Exercise details =>
Go over the lines below, and when one contains the word "Pilar", copy it.

==============================

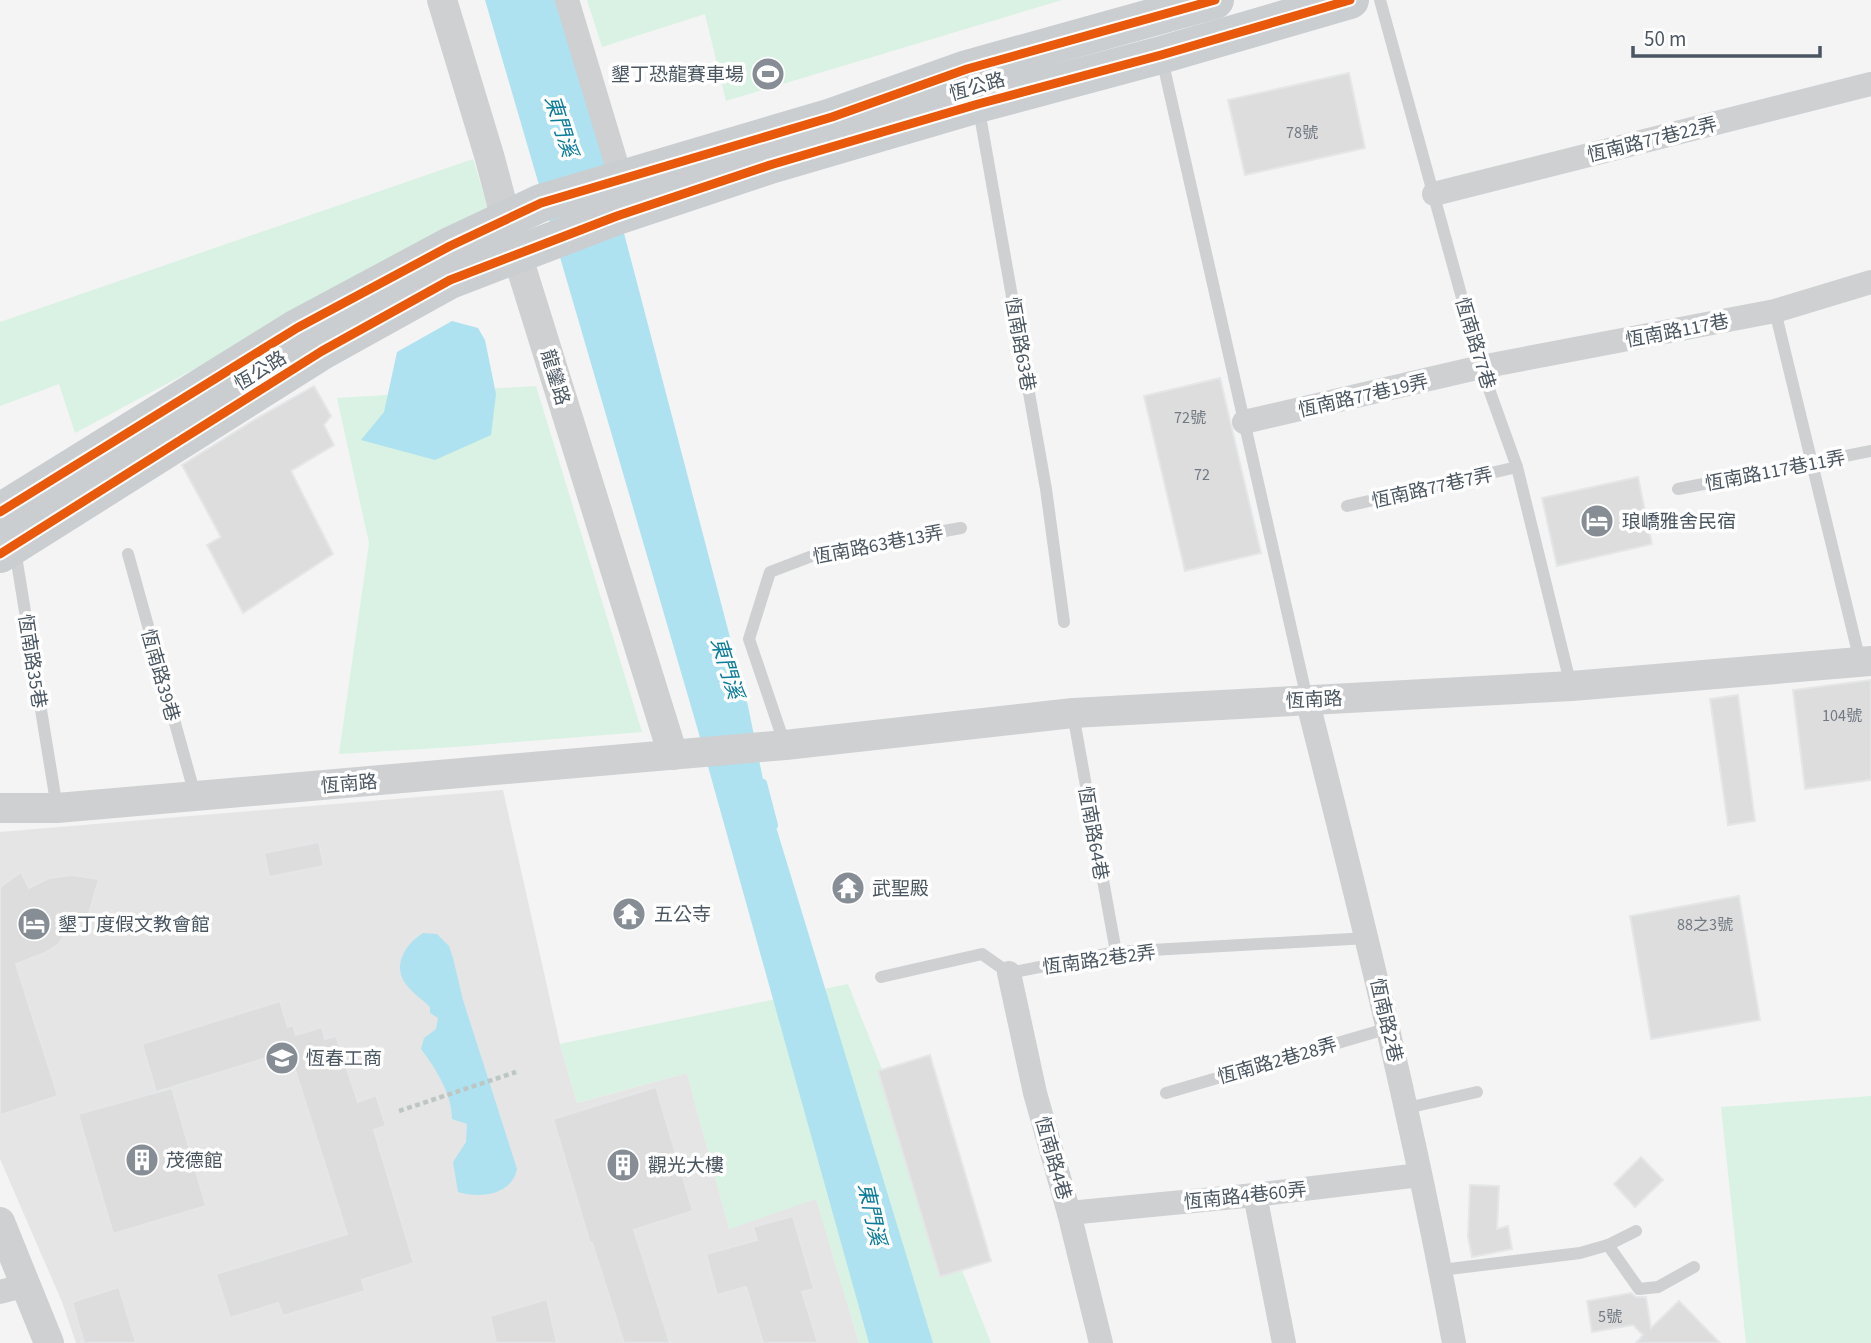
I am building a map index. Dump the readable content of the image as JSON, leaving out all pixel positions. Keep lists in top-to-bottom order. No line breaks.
{"streets":{"main road":["恆公路"],"street":["恆南路77巷22弄","恆南路117巷","龍鑾路","恆南路77巷19弄","恆南路","恆南路2巷","恆南路4巷","恆南路4巷60弄"],"lane":["恆南路77巷","恆南路63巷","恆南路117巷11弄","恆南路77巷7弄","恆南路63巷13弄","恆南路35巷","恆南路39巷","恆南路64巷","恆南路2巷2弄","恆南路2巷28弄"]},"crossings":[["恆公路","恆南路63巷"],["恆公路","龍鑾路"],["恆公路","恆南路35巷"],["恆南路77巷22弄","恆南路77巷"],["恆南路117巷","恆南路77巷"],["恆南路117巷","恆南路77巷19弄"],["恆南路77巷","恆南路77巷19弄"],["恆南路77巷","恆南路77巷7弄"],["恆南路77巷","恆南路"],["龍鑾路","恆南路"],["恆南路63巷13弄","恆南路"],["恆南路35巷","恆南路"],["恆南路39巷","恆南路"],["恆南路","恆南路64巷"],["恆南路","恆南路2巷"],["恆南路64巷","恆南路2巷2弄"],["恆南路2巷2弄","恆南路2巷"],["恆南路2巷2弄","恆南路4巷"],["恆南路2巷","恆南路2巷28弄"],["恆南路2巷","恆南路4巷60弄"],["恆南路4巷","恆南路4巷60弄"]],"water":["東門溪"],"places":{"sports":["墾丁恐龍賽車場"],"hotel":["琅嶠雅舍民宿","墾丁度假文教會館"],"temple":["武聖殿","五公寺"],"school or university":["恆春工商"],"building":["茂德館","觀光大樓"]},"house_numbers":["78號","72號","72","104號","88之3號","5號"],"scale_bar":"50 m"}
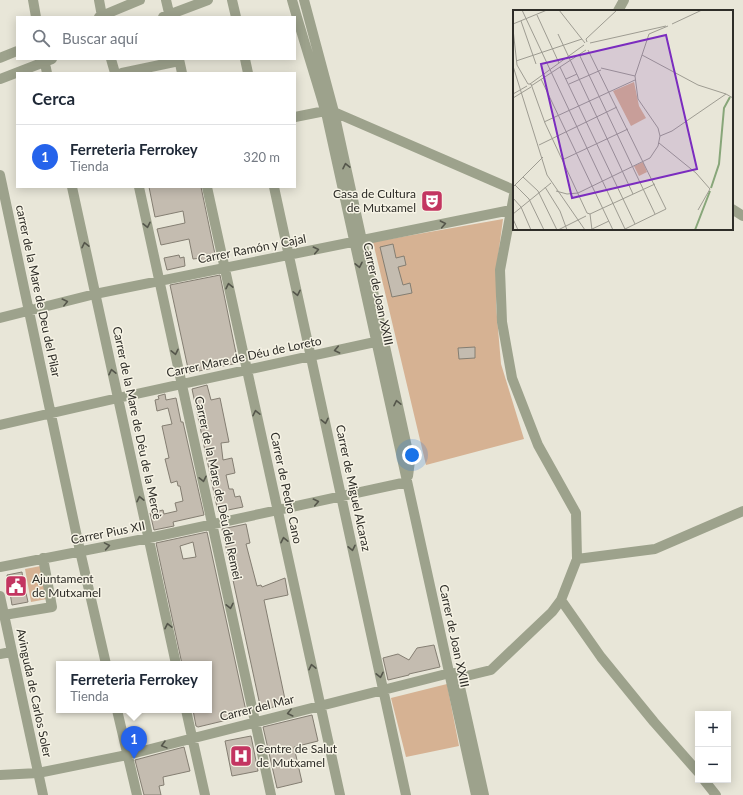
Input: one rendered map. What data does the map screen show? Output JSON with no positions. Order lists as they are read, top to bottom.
{
  "streets": {
    "street": [
      "Carrer Ramón y Cajal",
      "carrer de la Mare de Deu del Pilar",
      "Carrer de Joan XXIII",
      "Carrer Mare de Déu de Loreto",
      "Carrer de la Mare de Déu de la Mercè",
      "Carrer de la Mare de Déu del Remei",
      "Carrer de Pedro Cano",
      "Carrer de Miguel Alcaraz",
      "Carrer Pius XII",
      "Avinguda de Carlos Soler",
      "Carrer del Mar"
    ]
  },
  "crossings": [
    ["Carrer Ramón y Cajal", "carrer de la Mare de Deu del Pilar"],
    ["Carrer Ramón y Cajal", "Carrer de Joan XXIII"],
    ["Carrer Ramón y Cajal", "Carrer de la Mare de Déu de la Mercè"],
    ["Carrer Ramón y Cajal", "Carrer de la Mare de Déu del Remei"],
    ["Carrer Ramón y Cajal", "Carrer de Pedro Cano"],
    ["Carrer Ramón y Cajal", "Carrer de Miguel Alcaraz"],
    ["carrer de la Mare de Deu del Pilar", "Carrer Mare de Déu de Loreto"],
    ["carrer de la Mare de Deu del Pilar", "Carrer Pius XII"],
    ["Carrer de Joan XXIII", "Carrer Mare de Déu de Loreto"],
    ["Carrer de Joan XXIII", "Carrer Pius XII"],
    ["Carrer de Joan XXIII", "Carrer del Mar"],
    ["Carrer Mare de Déu de Loreto", "Carrer de la Mare de Déu de la Mercè"],
    ["Carrer Mare de Déu de Loreto", "Carrer de la Mare de Déu del Remei"],
    ["Carrer Mare de Déu de Loreto", "Carrer de Pedro Cano"],
    ["Carrer Mare de Déu de Loreto", "Carrer de Miguel Alcaraz"],
    ["Carrer de la Mare de Déu de la Mercè", "Carrer Pius XII"],
    ["Carrer de la Mare de Déu del Remei", "Carrer Pius XII"],
    ["Carrer de la Mare de Déu del Remei", "Carrer del Mar"],
    ["Carrer de Pedro Cano", "Carrer Pius XII"],
    ["Carrer de Pedro Cano", "Carrer del Mar"],
    ["Carrer de Miguel Alcaraz", "Carrer Pius XII"],
    ["Carrer de Miguel Alcaraz", "Carrer del Mar"],
    ["Avinguda de Carlos Soler", "Carrer del Mar"]
  ],
  "one_way": [
    "Carrer Ramón y Cajal",
    "Carrer de la Mare de Déu de la Mercè",
    "Carrer de la Mare de Déu del Remei",
    "Carrer de Pedro Cano",
    "Carrer de Miguel Alcaraz"
  ],
  "places": {
    "theatre": ["Casa de Cultura de Mutxamel"],
    "public building": ["Ajuntament de Mutxamel"],
    "hospital": ["Centre de Salut de Mutxamel"]
  },
  "page": {
    "search": "Buscar aquí",
    "heading": "Cerca",
    "list": [
      {
        "mark": "1",
        "name": "Ferreteria Ferrokey",
        "note": "Tienda",
        "value": "320 m"
      }
    ],
    "popup": ["Ferreteria Ferrokey", "Tienda"],
    "map_buttons": ["+", "−"],
    "pins": "1"
  }
}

==============================

Response for this exercise =>
      "carrer de la Mare de Deu del Pilar",
    ["Carrer Ramón y Cajal", "carrer de la Mare de Deu del Pilar"],
    ["carrer de la Mare de Deu del Pilar", "Carrer Mare de Déu de Loreto"],
    ["carrer de la Mare de Deu del Pilar", "Carrer Pius XII"],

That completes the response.